• H&R Moderators: VerbalTruist | cdin | Lil'LinaptkSix

Recovery Back On the Sober Wagon...

^^Fo' Sho... Only got 2hrs of broken sleep last night and had a drug using dream.. Fortunately it was entirely centered around pot but it was one of those frustration dreams where you work really hard to obtain your substance and never get to use, which makes me wonder if part of my difficulties also stem from the fact that I had been smoking pot fairly heavy for the last 2mths. My brain was obviously trying to tell me that something was missing.

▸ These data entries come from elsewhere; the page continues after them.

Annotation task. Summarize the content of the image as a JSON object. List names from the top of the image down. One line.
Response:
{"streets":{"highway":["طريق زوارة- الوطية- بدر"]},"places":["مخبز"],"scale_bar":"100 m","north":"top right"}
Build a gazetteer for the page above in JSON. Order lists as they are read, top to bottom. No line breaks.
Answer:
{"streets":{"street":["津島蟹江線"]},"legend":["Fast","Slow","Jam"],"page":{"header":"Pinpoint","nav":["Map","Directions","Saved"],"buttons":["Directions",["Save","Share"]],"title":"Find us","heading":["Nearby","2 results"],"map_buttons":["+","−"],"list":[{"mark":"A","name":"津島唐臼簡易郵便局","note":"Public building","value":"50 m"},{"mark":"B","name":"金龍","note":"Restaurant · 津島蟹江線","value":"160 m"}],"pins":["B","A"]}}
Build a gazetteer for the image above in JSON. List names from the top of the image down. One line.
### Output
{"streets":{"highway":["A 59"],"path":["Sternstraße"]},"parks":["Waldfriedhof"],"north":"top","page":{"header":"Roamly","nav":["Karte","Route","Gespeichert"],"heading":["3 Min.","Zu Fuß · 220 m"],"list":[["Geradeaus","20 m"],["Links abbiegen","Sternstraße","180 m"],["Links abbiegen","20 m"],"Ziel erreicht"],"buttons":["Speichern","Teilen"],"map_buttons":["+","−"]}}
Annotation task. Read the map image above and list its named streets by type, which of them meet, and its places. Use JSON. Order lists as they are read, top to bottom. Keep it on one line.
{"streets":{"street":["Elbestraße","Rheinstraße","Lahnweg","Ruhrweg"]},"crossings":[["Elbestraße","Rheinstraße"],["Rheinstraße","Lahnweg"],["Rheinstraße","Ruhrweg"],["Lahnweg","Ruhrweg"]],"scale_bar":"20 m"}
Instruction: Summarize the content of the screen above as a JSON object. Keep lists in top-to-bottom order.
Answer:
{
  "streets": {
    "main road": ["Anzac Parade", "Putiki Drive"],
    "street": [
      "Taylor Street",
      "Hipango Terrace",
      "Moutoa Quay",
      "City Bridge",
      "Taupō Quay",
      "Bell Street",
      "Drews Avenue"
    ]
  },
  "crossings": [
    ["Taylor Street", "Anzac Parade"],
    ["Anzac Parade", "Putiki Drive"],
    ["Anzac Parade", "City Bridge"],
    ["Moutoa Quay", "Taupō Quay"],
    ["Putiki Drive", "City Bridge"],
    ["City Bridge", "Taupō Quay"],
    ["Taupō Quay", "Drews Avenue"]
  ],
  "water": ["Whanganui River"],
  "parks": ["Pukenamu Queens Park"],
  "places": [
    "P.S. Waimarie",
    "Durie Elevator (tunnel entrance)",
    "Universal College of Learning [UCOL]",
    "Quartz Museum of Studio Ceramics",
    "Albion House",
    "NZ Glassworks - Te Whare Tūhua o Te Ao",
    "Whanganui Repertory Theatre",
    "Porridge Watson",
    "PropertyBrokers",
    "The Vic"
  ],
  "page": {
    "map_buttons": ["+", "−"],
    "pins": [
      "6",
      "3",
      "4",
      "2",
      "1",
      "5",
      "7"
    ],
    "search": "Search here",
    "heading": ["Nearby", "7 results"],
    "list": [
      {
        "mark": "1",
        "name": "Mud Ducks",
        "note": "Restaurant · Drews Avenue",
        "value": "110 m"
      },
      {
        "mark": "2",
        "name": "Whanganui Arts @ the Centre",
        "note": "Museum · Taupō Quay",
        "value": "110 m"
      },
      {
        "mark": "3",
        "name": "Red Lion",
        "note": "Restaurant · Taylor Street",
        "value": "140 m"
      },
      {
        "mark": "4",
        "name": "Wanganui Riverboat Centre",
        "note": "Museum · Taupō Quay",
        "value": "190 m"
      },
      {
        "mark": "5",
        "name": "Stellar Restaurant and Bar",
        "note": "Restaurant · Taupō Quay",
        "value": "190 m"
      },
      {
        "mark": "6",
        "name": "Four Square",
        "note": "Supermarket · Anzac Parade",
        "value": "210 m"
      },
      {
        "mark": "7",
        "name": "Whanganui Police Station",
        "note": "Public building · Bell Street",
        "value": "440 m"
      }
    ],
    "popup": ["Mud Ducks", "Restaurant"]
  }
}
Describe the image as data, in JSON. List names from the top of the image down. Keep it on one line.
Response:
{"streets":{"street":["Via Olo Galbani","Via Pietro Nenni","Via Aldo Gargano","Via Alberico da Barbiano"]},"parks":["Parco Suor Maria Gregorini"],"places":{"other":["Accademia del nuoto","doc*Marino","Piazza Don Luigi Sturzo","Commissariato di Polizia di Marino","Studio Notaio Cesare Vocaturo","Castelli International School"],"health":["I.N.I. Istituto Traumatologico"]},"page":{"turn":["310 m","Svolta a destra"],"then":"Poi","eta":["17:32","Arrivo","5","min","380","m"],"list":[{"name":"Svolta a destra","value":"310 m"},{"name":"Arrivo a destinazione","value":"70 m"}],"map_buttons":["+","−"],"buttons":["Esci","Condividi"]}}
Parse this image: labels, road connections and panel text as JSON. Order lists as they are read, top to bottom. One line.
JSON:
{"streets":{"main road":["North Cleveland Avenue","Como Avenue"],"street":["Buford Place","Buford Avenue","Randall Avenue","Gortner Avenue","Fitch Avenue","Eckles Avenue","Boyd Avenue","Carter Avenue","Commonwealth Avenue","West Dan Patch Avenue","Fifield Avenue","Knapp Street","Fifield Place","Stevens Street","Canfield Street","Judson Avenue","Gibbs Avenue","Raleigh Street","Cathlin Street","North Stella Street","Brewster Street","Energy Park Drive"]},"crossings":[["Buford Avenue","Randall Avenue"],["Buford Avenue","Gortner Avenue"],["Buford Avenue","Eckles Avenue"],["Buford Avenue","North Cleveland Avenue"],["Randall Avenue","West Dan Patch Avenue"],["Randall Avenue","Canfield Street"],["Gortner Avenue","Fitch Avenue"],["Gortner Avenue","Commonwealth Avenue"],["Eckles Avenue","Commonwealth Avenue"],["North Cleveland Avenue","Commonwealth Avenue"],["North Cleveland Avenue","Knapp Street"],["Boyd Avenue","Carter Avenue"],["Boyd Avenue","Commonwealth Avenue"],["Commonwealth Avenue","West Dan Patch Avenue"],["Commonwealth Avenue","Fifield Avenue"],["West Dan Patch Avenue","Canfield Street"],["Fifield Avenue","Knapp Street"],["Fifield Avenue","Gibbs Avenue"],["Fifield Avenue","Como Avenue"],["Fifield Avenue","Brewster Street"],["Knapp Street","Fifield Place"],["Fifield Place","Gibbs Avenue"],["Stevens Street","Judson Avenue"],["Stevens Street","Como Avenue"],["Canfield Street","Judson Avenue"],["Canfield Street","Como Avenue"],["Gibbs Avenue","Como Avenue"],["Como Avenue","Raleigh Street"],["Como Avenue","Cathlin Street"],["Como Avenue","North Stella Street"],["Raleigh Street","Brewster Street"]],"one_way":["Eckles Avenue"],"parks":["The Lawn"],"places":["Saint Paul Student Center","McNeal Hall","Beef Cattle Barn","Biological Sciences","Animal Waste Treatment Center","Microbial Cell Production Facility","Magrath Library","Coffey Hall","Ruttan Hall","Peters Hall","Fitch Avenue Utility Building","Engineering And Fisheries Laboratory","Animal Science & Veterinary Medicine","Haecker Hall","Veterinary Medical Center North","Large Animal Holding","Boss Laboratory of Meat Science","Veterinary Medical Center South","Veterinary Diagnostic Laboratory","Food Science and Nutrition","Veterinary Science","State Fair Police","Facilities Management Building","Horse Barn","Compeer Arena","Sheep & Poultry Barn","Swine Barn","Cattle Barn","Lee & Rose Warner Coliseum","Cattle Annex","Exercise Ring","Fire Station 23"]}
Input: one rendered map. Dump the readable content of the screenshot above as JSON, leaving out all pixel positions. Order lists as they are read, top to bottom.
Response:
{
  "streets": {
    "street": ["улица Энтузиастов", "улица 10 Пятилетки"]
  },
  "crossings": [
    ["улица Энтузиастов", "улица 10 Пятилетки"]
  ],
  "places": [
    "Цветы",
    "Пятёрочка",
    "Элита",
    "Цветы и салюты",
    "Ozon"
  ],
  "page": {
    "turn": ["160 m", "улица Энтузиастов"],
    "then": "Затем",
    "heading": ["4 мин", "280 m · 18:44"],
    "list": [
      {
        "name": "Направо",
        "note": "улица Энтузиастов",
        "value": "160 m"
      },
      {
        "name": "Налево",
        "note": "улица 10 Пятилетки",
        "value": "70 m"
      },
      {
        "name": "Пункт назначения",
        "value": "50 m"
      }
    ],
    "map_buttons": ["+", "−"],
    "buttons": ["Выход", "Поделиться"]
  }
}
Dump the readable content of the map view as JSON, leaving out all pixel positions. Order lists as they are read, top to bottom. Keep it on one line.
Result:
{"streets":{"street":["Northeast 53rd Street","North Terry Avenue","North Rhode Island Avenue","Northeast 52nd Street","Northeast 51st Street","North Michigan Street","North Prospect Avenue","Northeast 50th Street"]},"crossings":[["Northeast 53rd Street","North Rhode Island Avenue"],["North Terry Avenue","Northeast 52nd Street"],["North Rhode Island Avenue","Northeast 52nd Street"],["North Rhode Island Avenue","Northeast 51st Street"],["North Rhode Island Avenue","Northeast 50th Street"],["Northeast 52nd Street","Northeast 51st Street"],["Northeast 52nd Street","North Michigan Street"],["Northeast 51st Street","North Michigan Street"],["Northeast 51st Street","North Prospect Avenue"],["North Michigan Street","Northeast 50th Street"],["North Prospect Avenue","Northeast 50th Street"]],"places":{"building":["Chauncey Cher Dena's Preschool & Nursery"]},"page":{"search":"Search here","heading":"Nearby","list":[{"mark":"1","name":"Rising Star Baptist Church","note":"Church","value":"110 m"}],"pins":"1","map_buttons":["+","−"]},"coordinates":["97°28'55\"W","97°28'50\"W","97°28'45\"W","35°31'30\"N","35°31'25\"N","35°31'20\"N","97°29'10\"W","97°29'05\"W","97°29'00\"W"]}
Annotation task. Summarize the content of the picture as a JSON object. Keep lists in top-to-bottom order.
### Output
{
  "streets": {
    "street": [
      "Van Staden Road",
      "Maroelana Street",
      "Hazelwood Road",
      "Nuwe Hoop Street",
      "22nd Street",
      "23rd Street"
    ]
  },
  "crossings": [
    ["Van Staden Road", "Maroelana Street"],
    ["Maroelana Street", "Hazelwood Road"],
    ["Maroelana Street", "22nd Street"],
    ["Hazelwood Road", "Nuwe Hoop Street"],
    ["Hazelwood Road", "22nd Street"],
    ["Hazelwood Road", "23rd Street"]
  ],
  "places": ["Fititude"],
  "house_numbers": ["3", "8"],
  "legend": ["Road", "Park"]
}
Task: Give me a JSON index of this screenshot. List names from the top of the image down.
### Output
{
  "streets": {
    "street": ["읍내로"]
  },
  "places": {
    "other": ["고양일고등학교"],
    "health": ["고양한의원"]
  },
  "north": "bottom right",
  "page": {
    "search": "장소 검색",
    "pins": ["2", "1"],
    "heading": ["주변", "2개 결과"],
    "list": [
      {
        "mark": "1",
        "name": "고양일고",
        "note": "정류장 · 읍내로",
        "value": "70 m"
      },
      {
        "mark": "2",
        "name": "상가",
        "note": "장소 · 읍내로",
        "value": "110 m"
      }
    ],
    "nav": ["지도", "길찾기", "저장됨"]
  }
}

I went for a 4 mile walk on a nature trail that wraps around a large lake in the area with my dad and that was extremely refreshing. It made me realize that I have been avoiding a lot of my thoughts by having multiple medias all going at once e.g. reading, computer, music and T.V.. The whole walk I was having trouble being present because my mind kept wondering and a lot of emotions kept bubbling up. I think I am going to start following a lot of the advice in the "How to repair your mind, body, soul guide" by Breathe. Cut off social media and highly emotional music to focus on myself to find my core beliefs and work on my self, goals, dreams and aspirations. Lot's of good stuff in that thread. I already take a lot of those supplements and I plan on exercising and meditating.

Hope everyone is doing well today-Somni
 
That is a great thread.

Day 6 for me. Im meh. Got alot done today nevertheless.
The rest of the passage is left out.